In ogni caso se pesno a come stavo due mesi fa non mi sembra vero oggi di avere quasi una vita normale… Ho ripreso un sacco di cose, sport, suonate, aperitivi con amici… Insomma il pensiero ossessivo di lei non c’e’ piu’. Riesco di nuovo ad assaporare e a godere degli amici e delle compagnie. Non vi nego che ci sono anche alcune donne che mi piacciono… Certo, pasqua e pasquetta sono stati tristi, il pensiero per lei é stato forte ma poi é passata.
Mi sento di nuovo la forza che risale… Sento di avere ampi momenti di benessere nell’arco della giornata. Il sonno é quasi stabile ormai…
Ripeto, resta sempre che la vorrei indietro e che mai riusciro’ ad accettare che mi abbia abbandonato ma forse qst cosa si risolverà nel momento in cui comincero’ a frequentare un’altra…
Per cui… NO-CONTACT. Non vi é altra soluzione per chi non ci vuole!!
GIU: @la fine della mia storia per me ha rappresentato la ineludibile necessità di fare i conti con tutto quello che ero riuscita a ‘nascondermi’- e mi fa malissimo.
Non è retorica (la mia intendo) e sarebbe stato meglio ovviamente non dover soffrire… ma se questa alla fine si rivelasse una buona cosa?
non per il senso di fallimento, ovviamente, ma per la grinta d’indipendenza ecc.

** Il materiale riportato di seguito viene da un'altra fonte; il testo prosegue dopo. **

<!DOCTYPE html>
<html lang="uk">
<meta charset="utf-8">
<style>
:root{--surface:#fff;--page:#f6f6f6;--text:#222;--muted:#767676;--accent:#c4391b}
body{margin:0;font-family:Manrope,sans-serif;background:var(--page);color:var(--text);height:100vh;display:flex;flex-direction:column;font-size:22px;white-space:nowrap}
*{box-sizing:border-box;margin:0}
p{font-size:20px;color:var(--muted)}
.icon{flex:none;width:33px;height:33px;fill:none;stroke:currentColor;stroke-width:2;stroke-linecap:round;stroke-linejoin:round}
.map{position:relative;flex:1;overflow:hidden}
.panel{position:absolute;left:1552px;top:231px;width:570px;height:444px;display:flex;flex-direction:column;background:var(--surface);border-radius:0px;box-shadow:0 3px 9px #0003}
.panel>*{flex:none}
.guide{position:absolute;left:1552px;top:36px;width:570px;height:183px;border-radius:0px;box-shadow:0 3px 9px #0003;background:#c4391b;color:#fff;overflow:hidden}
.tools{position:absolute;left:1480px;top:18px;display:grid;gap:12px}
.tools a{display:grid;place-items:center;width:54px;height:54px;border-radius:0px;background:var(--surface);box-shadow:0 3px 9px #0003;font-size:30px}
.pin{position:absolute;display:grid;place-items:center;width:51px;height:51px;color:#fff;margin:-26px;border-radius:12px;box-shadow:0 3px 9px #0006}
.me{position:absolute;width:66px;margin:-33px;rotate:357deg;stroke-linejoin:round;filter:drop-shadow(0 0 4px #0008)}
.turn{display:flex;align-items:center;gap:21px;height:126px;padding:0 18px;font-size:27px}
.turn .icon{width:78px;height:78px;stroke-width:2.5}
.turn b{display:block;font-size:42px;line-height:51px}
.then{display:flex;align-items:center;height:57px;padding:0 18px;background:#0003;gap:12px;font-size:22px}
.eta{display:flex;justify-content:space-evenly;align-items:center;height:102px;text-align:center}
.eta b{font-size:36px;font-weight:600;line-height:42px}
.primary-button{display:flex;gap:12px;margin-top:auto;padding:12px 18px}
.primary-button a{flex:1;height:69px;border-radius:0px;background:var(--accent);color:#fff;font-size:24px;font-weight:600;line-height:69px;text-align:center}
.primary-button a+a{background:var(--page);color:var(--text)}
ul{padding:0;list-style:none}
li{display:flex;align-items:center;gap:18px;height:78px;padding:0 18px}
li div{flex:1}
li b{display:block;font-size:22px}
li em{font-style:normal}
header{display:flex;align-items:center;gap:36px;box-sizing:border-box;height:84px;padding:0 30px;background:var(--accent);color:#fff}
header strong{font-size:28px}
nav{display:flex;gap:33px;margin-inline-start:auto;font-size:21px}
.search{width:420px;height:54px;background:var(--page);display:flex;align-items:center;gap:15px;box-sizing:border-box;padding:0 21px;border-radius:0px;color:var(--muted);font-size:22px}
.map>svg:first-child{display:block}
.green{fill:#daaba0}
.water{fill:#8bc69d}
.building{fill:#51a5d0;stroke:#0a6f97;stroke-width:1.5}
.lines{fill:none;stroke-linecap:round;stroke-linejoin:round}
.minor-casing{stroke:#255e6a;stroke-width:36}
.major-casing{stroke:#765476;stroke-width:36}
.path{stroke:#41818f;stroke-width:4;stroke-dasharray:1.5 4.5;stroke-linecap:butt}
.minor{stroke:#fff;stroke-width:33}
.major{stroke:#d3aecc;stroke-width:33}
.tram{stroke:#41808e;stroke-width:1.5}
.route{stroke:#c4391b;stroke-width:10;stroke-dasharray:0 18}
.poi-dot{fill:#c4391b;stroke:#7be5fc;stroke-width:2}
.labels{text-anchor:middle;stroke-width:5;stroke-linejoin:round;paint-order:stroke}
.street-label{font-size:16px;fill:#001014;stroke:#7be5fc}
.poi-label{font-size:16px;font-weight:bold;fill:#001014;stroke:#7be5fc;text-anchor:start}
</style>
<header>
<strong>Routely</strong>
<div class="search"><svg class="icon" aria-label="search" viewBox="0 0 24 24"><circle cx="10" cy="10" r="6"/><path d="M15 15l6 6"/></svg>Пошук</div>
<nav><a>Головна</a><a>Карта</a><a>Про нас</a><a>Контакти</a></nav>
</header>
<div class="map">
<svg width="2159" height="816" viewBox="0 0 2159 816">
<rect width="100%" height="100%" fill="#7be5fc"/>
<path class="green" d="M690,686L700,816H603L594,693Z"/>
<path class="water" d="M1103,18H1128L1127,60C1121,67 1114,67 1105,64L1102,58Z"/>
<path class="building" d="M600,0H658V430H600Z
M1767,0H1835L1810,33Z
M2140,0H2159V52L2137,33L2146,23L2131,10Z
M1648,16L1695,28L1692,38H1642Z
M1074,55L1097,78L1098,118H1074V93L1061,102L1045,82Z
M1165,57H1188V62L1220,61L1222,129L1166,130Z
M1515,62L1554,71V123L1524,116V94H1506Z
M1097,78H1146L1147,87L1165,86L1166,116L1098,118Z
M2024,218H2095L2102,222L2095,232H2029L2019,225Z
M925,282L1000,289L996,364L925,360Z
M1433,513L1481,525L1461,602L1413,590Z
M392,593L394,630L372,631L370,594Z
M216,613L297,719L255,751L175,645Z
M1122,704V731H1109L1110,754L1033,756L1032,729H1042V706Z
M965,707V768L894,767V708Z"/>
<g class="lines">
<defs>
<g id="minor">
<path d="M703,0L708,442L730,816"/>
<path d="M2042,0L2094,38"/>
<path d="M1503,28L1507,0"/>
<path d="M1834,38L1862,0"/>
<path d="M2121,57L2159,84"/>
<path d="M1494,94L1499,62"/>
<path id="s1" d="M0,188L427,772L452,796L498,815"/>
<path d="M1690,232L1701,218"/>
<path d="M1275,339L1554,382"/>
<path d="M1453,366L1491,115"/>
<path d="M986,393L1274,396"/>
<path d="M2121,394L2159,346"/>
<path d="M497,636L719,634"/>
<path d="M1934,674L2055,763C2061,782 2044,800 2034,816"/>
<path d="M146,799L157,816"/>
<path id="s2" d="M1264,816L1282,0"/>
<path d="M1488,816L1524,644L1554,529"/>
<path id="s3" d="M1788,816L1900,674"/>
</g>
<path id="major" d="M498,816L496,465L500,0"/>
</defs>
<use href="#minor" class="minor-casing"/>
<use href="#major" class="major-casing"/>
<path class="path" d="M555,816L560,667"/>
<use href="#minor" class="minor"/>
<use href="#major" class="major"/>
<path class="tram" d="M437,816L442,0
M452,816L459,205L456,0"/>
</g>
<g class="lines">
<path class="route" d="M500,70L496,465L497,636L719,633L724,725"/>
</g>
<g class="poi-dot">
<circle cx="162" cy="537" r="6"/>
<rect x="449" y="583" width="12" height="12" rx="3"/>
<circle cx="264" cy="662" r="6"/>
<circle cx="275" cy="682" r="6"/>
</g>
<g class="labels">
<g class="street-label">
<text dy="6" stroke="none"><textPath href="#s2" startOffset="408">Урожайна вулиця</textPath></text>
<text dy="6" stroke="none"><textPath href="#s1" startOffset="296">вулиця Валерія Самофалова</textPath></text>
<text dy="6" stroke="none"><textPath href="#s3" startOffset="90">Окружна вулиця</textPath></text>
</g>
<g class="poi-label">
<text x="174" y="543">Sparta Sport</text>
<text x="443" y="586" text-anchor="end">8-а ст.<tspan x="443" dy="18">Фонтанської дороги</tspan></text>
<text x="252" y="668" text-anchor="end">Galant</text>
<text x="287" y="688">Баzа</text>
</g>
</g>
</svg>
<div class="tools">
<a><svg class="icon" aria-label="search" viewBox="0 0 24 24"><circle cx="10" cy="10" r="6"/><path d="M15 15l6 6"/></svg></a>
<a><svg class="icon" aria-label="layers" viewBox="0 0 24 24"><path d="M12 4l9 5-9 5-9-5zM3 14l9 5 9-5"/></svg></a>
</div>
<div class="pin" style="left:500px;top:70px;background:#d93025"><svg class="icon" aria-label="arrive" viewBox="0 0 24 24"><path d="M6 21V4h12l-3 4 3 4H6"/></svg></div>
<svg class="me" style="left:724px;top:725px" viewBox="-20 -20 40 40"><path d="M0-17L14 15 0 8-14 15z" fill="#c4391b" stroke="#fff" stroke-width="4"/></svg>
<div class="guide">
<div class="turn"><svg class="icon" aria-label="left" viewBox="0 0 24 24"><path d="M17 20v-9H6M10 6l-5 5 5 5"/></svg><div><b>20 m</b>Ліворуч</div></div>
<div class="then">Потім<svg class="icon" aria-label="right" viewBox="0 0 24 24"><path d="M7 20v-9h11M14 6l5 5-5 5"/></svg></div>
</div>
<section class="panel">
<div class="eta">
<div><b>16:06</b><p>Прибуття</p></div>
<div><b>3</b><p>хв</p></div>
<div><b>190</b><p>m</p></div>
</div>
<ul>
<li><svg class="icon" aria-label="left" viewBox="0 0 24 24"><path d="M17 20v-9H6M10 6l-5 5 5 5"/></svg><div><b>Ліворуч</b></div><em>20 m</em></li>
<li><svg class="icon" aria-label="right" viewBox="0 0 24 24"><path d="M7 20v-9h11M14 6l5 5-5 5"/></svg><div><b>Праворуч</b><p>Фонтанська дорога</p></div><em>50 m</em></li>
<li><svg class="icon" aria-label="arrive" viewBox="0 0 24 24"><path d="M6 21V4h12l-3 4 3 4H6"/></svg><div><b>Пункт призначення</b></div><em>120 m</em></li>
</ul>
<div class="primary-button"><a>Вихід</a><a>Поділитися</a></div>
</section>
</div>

Non credo siano passati tutti i treni, Giu. Certo, è importante il realismo, ma anche il pessimismo autocastrante non aiuta :/
per tutti voi che soffrite.
tre anni fa esatti leggevo questa lettera sulla fine improvvisa di un amore e piangevo a dirotto. era capitato a me, una sera, e molto più drammaticamente che nella lettera.
solo che poi lui voleva che restassimo “amici” perché senza di me si sentiva “perso”.
ero più o meno nella situazione di carletta, con la differenza che nei mesi successivi, con una buona dose di aiuto professionale, ho dato un nome all’abisso: ero finita (ed ero stata scaricata più brutalmente che nalla lettera originale) nella trappola di una relazione con un narcisista borderline. relazione durata anni. un macello.
vi scrivo per dirvi due cose.
la prima: se ne esce. se ne viene fuori. tenete duro, fate tutto quello che potete ma sappiate che ne verrete fuori.
la seconda: una persona che smette di amarti ha il DOVERE di dirtelo e anche ben chiaro.
poi ha anche il DOVERE categorico di sparire e di non provocare false speranza. se il no contact non lo attua chi vi ha mollato,è perché si tratta di una persona vile, insicura e forse malata ma di sicuro DANNOSA. quindi state bene alla larga: nè facebook, nè mail, nè sms, nè cellulare nè tutto il resto, incluso chiedere notizie a conoscenti comuni.
tra l’altro, in caso di mollaggio repentino, ci sono buone probabilità che, se iniziate a cercare notizie e spiegazioni, troviate che siete stati presi per il naso, non so se mi spiego.
staccare è la prima regola per poter guarire.